For the records that follow, work out how many lines include "linecap" and give only that count.

Excerpted records START

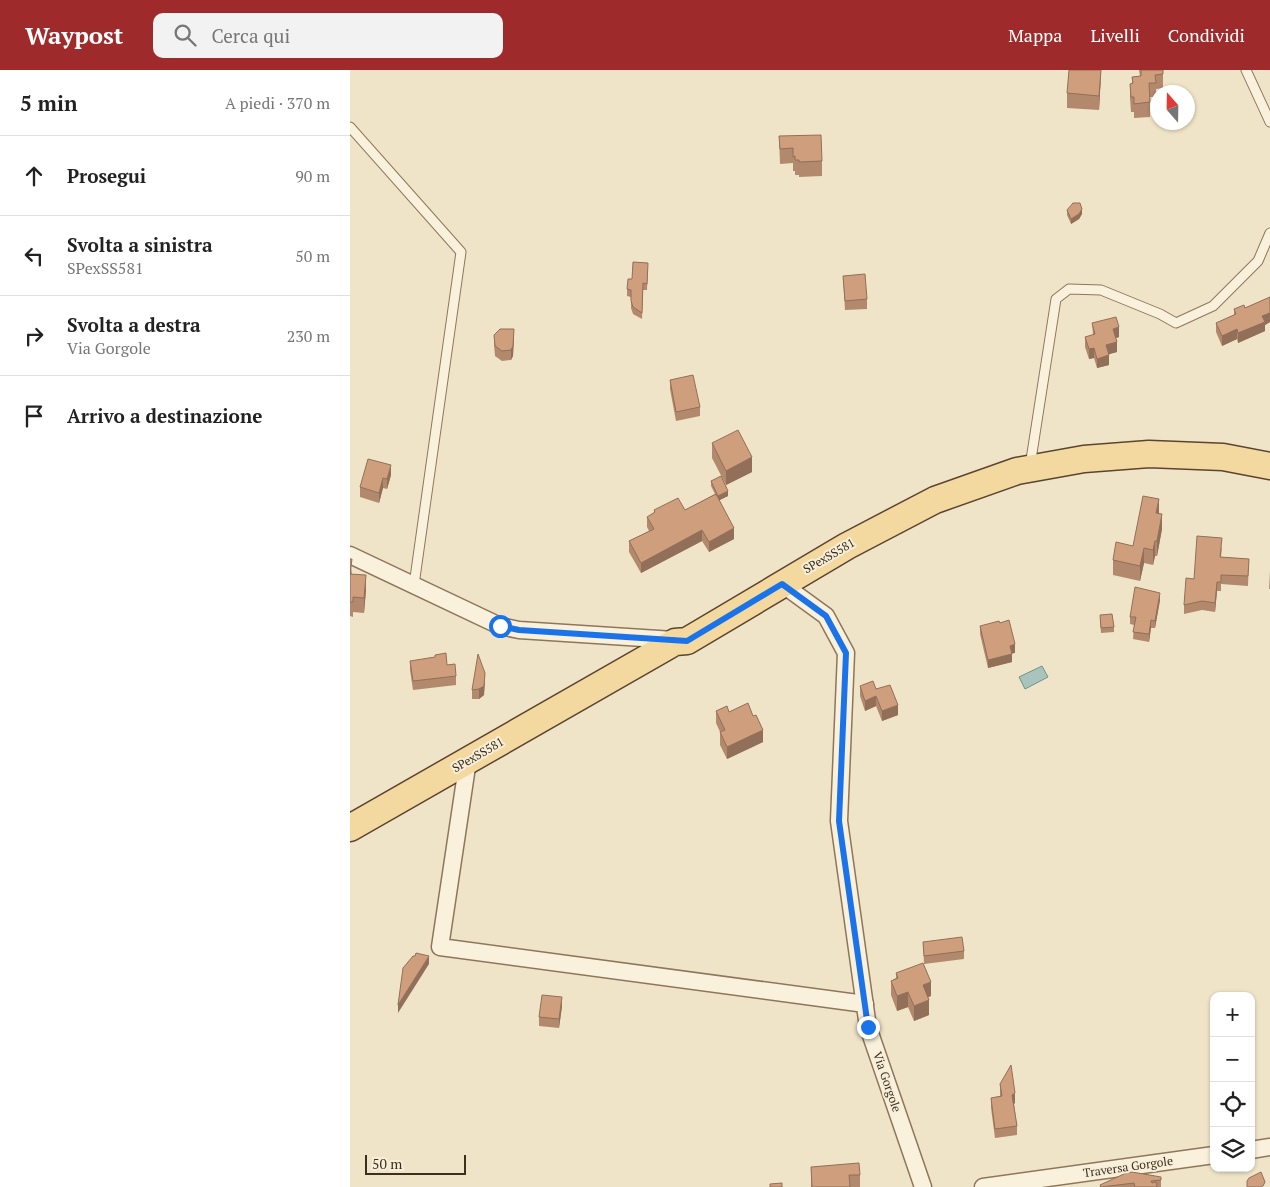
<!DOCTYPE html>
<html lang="it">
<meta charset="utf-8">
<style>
body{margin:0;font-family:"PT Serif",serif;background:#f2f2f2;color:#222}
.controls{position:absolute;right:15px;bottom:15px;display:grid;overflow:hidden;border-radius:10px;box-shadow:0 1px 4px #0004}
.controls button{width:45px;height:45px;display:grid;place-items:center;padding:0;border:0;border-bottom:1px solid #e0e0e0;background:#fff;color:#222;font:25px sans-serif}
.compass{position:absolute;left:800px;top:15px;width:45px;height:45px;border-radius:50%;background:#fff;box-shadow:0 1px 4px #0004;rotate:340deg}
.scale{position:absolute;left:15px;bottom:12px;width:101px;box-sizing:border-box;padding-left:5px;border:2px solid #3d2e20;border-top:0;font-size:14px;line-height:18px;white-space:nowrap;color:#3d2e20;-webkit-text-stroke:4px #f7eed8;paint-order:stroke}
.stop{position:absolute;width:15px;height:15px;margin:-11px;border:4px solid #1a73e8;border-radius:50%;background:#fff}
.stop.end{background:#1a73e8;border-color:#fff;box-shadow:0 1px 5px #0008}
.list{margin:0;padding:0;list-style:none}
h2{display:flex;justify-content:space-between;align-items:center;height:65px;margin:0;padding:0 20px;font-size:21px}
h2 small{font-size:16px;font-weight:400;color:#767676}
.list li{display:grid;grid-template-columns:32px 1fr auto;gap:15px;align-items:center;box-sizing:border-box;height:80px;padding:0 20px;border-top:1px solid #e0e0e0}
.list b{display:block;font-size:19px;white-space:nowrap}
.list p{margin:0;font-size:16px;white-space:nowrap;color:#767676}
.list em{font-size:16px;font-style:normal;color:#767676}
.icon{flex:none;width:28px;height:28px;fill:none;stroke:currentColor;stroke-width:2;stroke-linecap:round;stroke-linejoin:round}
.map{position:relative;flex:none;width:920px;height:1117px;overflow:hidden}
header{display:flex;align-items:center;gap:30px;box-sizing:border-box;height:70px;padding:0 25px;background:#9e2a2b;color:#fff}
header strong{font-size:24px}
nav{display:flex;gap:28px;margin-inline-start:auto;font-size:18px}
.search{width:350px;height:45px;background:#f2f2f2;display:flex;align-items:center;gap:12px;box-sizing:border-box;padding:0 18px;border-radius:10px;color:#767676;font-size:19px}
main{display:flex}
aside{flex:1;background:#fff}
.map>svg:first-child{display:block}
.water{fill:#a9c4bc;stroke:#6f938a}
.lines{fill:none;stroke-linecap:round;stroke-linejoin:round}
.lane-casing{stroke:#8d765c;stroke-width:11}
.street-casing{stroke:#8d765c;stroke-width:19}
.primary-casing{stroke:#5b4430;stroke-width:29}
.lane{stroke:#faf1dc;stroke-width:9}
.street{stroke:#faf1dc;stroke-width:16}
.primary{stroke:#f3d9a0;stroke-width:26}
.wall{fill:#b2896c}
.shaded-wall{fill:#916f58}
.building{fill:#cf9f7d;stroke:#916f58}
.route{stroke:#1a73e8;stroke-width:6}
.labels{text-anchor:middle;stroke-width:4;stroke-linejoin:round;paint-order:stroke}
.street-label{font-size:12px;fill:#3d2e20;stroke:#f7eed8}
</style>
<header>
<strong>Waypost</strong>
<div class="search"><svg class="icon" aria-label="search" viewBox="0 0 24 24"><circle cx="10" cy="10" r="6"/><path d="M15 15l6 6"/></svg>Cerca qui</div>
<nav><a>Mappa</a><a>Livelli</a><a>Condividi</a></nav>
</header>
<main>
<aside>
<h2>5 min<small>A piedi · 370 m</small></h2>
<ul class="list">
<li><svg class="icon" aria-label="ahead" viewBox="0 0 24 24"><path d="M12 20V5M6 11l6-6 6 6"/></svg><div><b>Prosegui</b></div><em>90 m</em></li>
<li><svg class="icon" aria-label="left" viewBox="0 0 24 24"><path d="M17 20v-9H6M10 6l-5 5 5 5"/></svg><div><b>Svolta a sinistra</b><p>SPexSS581</p></div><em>50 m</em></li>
<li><svg class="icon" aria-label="right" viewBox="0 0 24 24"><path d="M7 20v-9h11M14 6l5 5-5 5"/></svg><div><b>Svolta a destra</b><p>Via Gorgole</p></div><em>230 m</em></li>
<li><svg class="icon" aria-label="arrive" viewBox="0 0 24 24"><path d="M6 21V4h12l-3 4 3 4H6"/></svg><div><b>Arrivo a destinazione</b></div></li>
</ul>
</aside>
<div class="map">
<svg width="920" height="1117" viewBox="0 0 920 1117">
<rect width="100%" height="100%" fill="#f0e4c8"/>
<path class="water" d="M692 596 698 607 675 619 669 607Z"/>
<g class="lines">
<g class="lane-casing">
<g id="lane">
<path d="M896 0 920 52"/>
<path d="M0 57 111 182 64 515"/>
<path d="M680 396 706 229 719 219 751 220 810 244 826 253 863 236 908 191 920 163"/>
</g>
</g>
<g class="street-casing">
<g id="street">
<path d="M0 485 150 556 169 560 324 570"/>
<path d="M432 514 476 546 496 583 489 751 513 922 518 957 573 1117"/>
<path d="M118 690 90 877 515 934"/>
<path d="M901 1080 920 1077"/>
<path d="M633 1117 864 1085"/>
</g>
</g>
<g class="primary-casing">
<path id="primary" d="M0 758 325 572 337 571 497 476 585 430 667 401 734 389 799 384 873 387 920 396"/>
</g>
<use href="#lane" class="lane"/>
<use href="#street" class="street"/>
<use href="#primary" class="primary"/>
</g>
<g class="wall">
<path d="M751 0 749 40 717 38V23Z"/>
<path d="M789 0H813V18L806 19V27H800V47L784 48V42H781L780 28V14L782 13V7L790 6Z"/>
<path d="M429 66 472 91V106L449 107V105H445V101H443V93L430 94Z"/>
<path d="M717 140 732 144 729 149 721 154 717 145Z"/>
<path d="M298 200 297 220H293L292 249 283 244 281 238V227L277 226V219L282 209Z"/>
<path d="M493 206 517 229V239L495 240Z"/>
<path d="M920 227V252L915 255V261L888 273 887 269 872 276 866 262V253L884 245V239L895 238Z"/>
<path d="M742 253 769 267 766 268 767 282 759 284V295L747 298 744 288 739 289 735 277V267L743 265Z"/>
<path d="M144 265 164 269 163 286 161 290 152 291 145 286 144 275Z"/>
<path d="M320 310 350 337V346L326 351 320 319Z"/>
<path d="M362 373 402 402 376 415 362 388Z"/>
<path d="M41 405 37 419 33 418 29 433 10 427V417Z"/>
<path d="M361 411 378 426 369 430 384 469 359 482 352 471 291 503 279 482V471L299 461 297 457V447L304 443V440H335L365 424 361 416Z"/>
<path d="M809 443 812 459 807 486H805L803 495 794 493 790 511 763 505V490L783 476Z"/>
<path d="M872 477 871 487 899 489 898 516 871 514V521H867L865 542 852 540 834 544V535L844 509Z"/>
<path d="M0 489 2 504 16 520 14 543 3 542V547L0 546Z"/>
<path d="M920 501V519H919Z"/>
<path d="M810 530 805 558H801L799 572 783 569 784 555 780 554V547Z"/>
<path d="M750 550 764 557V562L751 563Z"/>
<path d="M630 556 665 583H662V592L638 598 630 564Z"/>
<path d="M60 591 97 595 106 606V615L63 620 60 600Z"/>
<path d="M135 613 134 625 129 629H122V620Z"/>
<path d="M510 616 526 619 548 645 532 651 526 636 515 641 510 626Z"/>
<path d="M366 641 379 642 413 672 377 689 370 675V662L366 653Z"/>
<path d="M573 872 614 881V889L574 894Z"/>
<path d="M546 903 581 926 578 927 579 945 564 951 558 937 547 941 541 925V911L546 908Z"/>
<path d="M212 936 209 958 189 956V947Z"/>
<path d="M650 1014 665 1033 664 1034 667 1056V1065L645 1068 641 1038V1028L650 1026Z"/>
<path d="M461 1097 510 1105V1117H461Z"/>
<path d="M811 1107V1117H750V1115Z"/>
</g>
<g class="shaded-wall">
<path d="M751 0V7L749 40V26Z"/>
<path d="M732 139V144L729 149 721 154V149Z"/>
<path d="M920 243V252L915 255V261L888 273V263L912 246Z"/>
<path d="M769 257V267L763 269V259Z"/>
<path d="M164 259 163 286 161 290V280Z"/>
<path d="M887 259V269L872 276V266Z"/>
<path d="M767 272V282L756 285V275Z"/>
<path d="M744 278V288L739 289V279Z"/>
<path d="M759 285V295L747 298V289Z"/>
<path d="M402 387V402L376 415V401Z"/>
<path d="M41 395V405L37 419V409Z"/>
<path d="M33 408V418L29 433V423Z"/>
<path d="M378 421V426L368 431V426Z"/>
<path d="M809 429V444L806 443Z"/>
<path d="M812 444V459L807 486V471Z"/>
<path d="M384 458V469L359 482V472Z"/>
<path d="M352 460V471L291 503V493Z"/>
<path d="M805 471V486L803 495V480Z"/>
<path d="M794 478V493L790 511V496Z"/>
<path d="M16 505V520L14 543V528Z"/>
<path d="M867 512V521L865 542V533Z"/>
<path d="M810 523V530L805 558V551Z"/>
<path d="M801 550V558L799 572V564Z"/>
<path d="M665 574V583L660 584V576Z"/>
<path d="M662 584V592L638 598V590Z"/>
<path d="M135 603 134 625 129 629V619Z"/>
<path d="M526 626V636L515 641V631Z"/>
<path d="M548 635V645L532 651V641Z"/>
<path d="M413 660V672L377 689V677Z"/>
<path d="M79 886V894L48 943V935Z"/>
<path d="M581 912V926L573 929V915Z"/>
<path d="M558 922V937L547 941V926Z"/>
<path d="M212 927V936L209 958V949Z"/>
<path d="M579 930V945L564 951V936Z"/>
<path d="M665 1023V1033L662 1035V1025Z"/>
</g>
<g class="building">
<path d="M719 0H751L749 26 717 23Z"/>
<path d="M791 0H813V4L805 5 806 13H799L800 32 784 34V27H781L780 14 783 13 782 7 791 6Z"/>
<path d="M471 65 472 91 449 92V90H445V86L443 87V78L430 79 429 66Z"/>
<path d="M723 133H730L732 139 729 144 721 149 717 140Z"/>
<path d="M283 192 298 193 297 214 293 213 292 243 283 237 281 231V220L277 219 278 209H282Z"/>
<path d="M515 204 517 229 495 231 493 206Z"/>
<path d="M920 227V243L912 246 915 252 888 263 887 259 872 266 866 253 886 244 884 239 894 235 895 238Z"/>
<path d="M766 247 769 257 763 259 767 272 756 275 759 285 747 289 744 278 739 279 735 267 745 264 742 253Z"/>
<path d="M150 259H164L163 276 161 280 152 281 145 276 144 265Z"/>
<path d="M343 305 350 337 326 342 320 310Z"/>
<path d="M388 360 402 387 376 401 362 373Z"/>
<path d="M18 389 41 395 37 409 33 408 29 423 10 417Z"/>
<path d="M371 406 378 421 368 426 361 411Z"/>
<path d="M366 424 384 458 359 472 352 460 291 493 279 471 304 459 297 447 305 442 304 440 328 428 335 440Z"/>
<path d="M793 426 809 429 806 443 812 444 807 471H805L803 480 794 478 790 496 763 490 766 472 783 476Z"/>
<path d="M847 466 872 468 870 487 899 489 898 506 871 505V512H867L865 533 852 531 834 535 836 508 844 509Z"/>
<path d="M0 489H2L0 504Z"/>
<path d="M0 504 16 505 14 528 3 527V532H0Z"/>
<path d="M785 517 810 523 805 551 801 550 799 564 783 562 786 547H780Z"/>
<path d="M762 544 764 557 751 558 750 545Z"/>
<path d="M659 550 665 574 660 576 662 584 638 590 630 556 649 551 650 553Z"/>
<path d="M96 583 97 595 105 594 106 606 63 611 60 591 85 587V585Z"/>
<path d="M128 584 135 603 134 616 129 619 122 620Z"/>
<path d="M523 611 526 619 540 615 548 635 532 641 526 626 515 631 510 616Z"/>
<path d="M398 633 403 646 406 645 413 660 377 677 370 662 375 660 366 641 377 636 379 642Z"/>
<path d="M612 867 614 881 574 886 573 872Z"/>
<path d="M66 883 79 886 48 935 53 898 63 886H65Z"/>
<path d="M573 893 581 912 573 915 579 930 564 936 558 922 547 926 541 911 548 908 546 903Z"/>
<path d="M192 925 212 927 209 949 189 947Z"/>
<path d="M661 995 665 1023 662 1025 667 1056 645 1059 641 1028 652 1026 650 1014Z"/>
<path d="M509 1093 510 1105H499L500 1117H462L461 1097Z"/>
<path d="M782 1102 811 1107V1110L801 1111 802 1113 806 1112 807 1117H785L784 1113 751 1117 750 1115 776 1103Z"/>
<path d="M911 1102 915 1112 913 1116 911 1117H897V1111L899 1108Z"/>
<path d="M432 1113V1117H420V1114Z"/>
</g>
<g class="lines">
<path class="route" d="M150 556 169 560 337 571 432 514 476 546 496 583 489 751 518 957"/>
</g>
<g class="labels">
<g class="street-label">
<text transform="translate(479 486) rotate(-30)" y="4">SPexSS581</text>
<text transform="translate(128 685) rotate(-30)" y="4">SPexSS581</text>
<text transform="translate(537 1012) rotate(71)" y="4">Via Gorgole</text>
<text transform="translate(778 1097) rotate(-8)" y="4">Traversa Gorgole</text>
</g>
</g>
</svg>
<div class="controls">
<button>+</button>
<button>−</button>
<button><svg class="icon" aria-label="locate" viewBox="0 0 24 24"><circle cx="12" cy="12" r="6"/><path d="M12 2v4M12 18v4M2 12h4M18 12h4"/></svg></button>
<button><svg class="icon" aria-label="layers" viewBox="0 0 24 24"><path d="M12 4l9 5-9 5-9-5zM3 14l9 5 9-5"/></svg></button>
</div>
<svg class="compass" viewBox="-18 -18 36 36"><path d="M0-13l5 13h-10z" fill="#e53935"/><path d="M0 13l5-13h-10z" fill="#767676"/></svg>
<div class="scale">50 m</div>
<div class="stop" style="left:150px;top:556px"></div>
<div class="stop end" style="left:518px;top:957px"></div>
</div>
</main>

Excerpted records END

▶ [Result] 2